Assess your current CPA relationships
This is an exercise in the obvious. However, we all know the “cobbler with holes in his shoes” cliché – the obvious is often overlooked. In terms of assessing each of each relationship, you can begin by answering the following questions:
- When was the last time you communicated? How did you communicate?
- How many clients have you referred? How many referrals have you received?
- When was the last time you met face-to-face?
- Have you ever socialized? If so, when, how and was the spouse involved?
- What do you know about the CPA’s family? Children, hobbies, etc.
- How would you rate your relationship on a 1 to 10 scale? (10 being super strong and 1 bad)
When I posed these questions to Terry, his initial reaction was one of dismay. He’s had minimal communication with his clients’ CPAs other than providing documents during tax season, and that was handled by an assistant. Because he had such little interaction, he’d never socialized and knew nothing about them on a personal level. Ouch.
Essentially, Terry was beginning from square one; he had no relationships with any of his top 25 client’s CPAs.

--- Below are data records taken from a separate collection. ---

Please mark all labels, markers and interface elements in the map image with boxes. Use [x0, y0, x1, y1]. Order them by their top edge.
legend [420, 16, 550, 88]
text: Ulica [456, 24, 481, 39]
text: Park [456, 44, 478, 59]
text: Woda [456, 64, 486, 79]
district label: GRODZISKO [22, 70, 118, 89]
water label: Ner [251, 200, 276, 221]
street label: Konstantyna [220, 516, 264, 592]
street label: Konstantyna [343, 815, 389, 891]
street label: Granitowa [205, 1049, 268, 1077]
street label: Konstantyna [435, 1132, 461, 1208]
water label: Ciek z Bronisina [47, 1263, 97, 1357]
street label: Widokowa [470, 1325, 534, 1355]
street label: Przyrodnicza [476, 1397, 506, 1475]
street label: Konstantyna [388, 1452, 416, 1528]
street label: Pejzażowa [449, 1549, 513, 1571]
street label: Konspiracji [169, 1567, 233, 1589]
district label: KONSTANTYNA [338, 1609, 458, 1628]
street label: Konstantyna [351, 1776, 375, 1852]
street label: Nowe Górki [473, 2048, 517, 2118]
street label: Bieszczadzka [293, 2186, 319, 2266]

Contact each for a Celebration Dinner
For financial advisors in Terry’s boat, this step is extremely outside the comfort zone. Here you are making a call to a CPA you have little or no relationship with, directly on the heels of the most frenzied time of a CPA’s year, and offering to treat this professional and spouse to a celebratory dinner for all their hard work. Wow!! I know.
However, for financial advisors who accept the challenge and make this contact, good things happen. At the very least, even if you’re turned down, you’ve planted the seeds of good will. The best case scenario is that your offer is accepted and you’re able to develop a wonderful professional and personal relationship. However, most will fall somewhere in between.
The following is scripting we’ve found effective:
“Hello (CPA’s name), this is (your name) and I want to first thank you for all the work you’ve done with (mutual client(s)) – I know this has been a lot of work –I’ve been meaning to do this for some time – but I’d like to thank you by taking you and (husband or wife) out to dinner to celebrate. No business discussions allowed. What’s your (spouses) favorite restaurant in town?”
Obviously if you already have a relationship with the CPA, this call is much easier.
Develop Rapport & Find Social Contact Opportunities
It’s important that you perceive yourself as a professional equal, both serving the same client(s). Since you initiated the dinner, it’s your treat, you need to take the lead and make everyone feel comfortable. This is all about building rapport – remember – no business! The best starting place is with the spouse.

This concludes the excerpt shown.